WORK ORDER => Will you transcribe all the entries word for word, skipping the pictures they hold?

== RECORD EXTRACTS ==

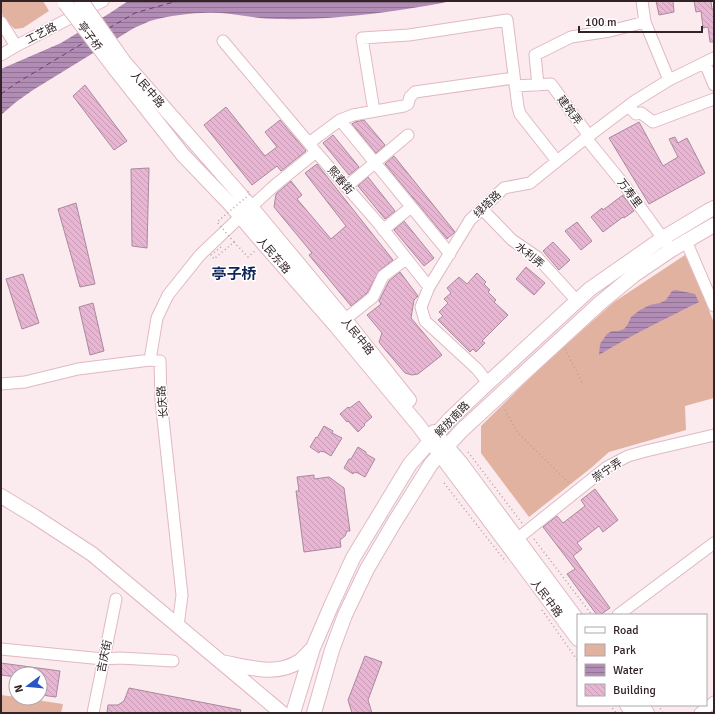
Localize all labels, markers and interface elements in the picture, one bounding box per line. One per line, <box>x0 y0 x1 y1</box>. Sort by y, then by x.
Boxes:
scale bar <box>579 8 702 34</box>
text: 100 m <box>585 15 617 30</box>
street label: 亭子桥 <box>74 19 105 53</box>
street label: 工艺路 <box>24 20 59 47</box>
street label: 人民中路 <box>128 68 167 110</box>
street label: 建筑弄 <box>555 93 585 127</box>
street label: 熙春街 <box>325 164 356 197</box>
street label: 万寿里 <box>614 176 645 210</box>
street label: 绿塔路 <box>471 188 504 220</box>
street label: 人民东路 <box>254 234 293 276</box>
street label: 水利弄 <box>513 240 546 271</box>
district label: 亭子桥 <box>211 265 257 283</box>
street label: 人民中路 <box>339 315 377 358</box>
street label: 长庆路 <box>155 385 170 419</box>
street label: 解放南路 <box>432 399 472 440</box>
street label: 崇宁弄 <box>590 456 625 485</box>
street label: 人民中路 <box>528 577 565 620</box>
legend <box>577 614 707 706</box>
text: Road <box>613 623 639 638</box>
street label: 吉庆街 <box>95 639 114 674</box>
text: Park <box>613 643 636 658</box>
text: Water <box>613 663 644 678</box>
north arrow <box>8 666 48 706</box>
text: N <box>12 683 26 694</box>
text: Building <box>613 683 656 698</box>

===

SOLUTION BELOW =>
Localize all labels, markers and interface elements in the picture, one bounding box per line. One per line, <box>x0 y0 x1 y1</box>. Sort by y, then by x.
Boxes:
scale bar <box>579 8 702 34</box>
text: 100 m <box>585 15 617 30</box>
street label: 亭子桥 <box>74 19 105 53</box>
street label: 工艺路 <box>24 20 59 47</box>
street label: 人民中路 <box>128 68 167 110</box>
street label: 建筑弄 <box>555 93 585 127</box>
street label: 熙春街 <box>325 164 356 197</box>
street label: 万寿里 <box>614 176 645 210</box>
street label: 绿塔路 <box>471 188 504 220</box>
street label: 人民东路 <box>254 234 293 276</box>
street label: 水利弄 <box>513 240 546 271</box>
district label: 亭子桥 <box>211 265 257 283</box>
street label: 人民中路 <box>339 315 377 358</box>
street label: 长庆路 <box>155 385 170 419</box>
street label: 解放南路 <box>432 399 472 440</box>
street label: 崇宁弄 <box>590 456 625 485</box>
street label: 人民中路 <box>528 577 565 620</box>
legend <box>577 614 707 706</box>
text: Road <box>613 623 639 638</box>
street label: 吉庆街 <box>95 639 114 674</box>
text: Park <box>613 643 636 658</box>
text: Water <box>613 663 644 678</box>
north arrow <box>8 666 48 706</box>
text: N <box>12 683 26 694</box>
text: Building <box>613 683 656 698</box>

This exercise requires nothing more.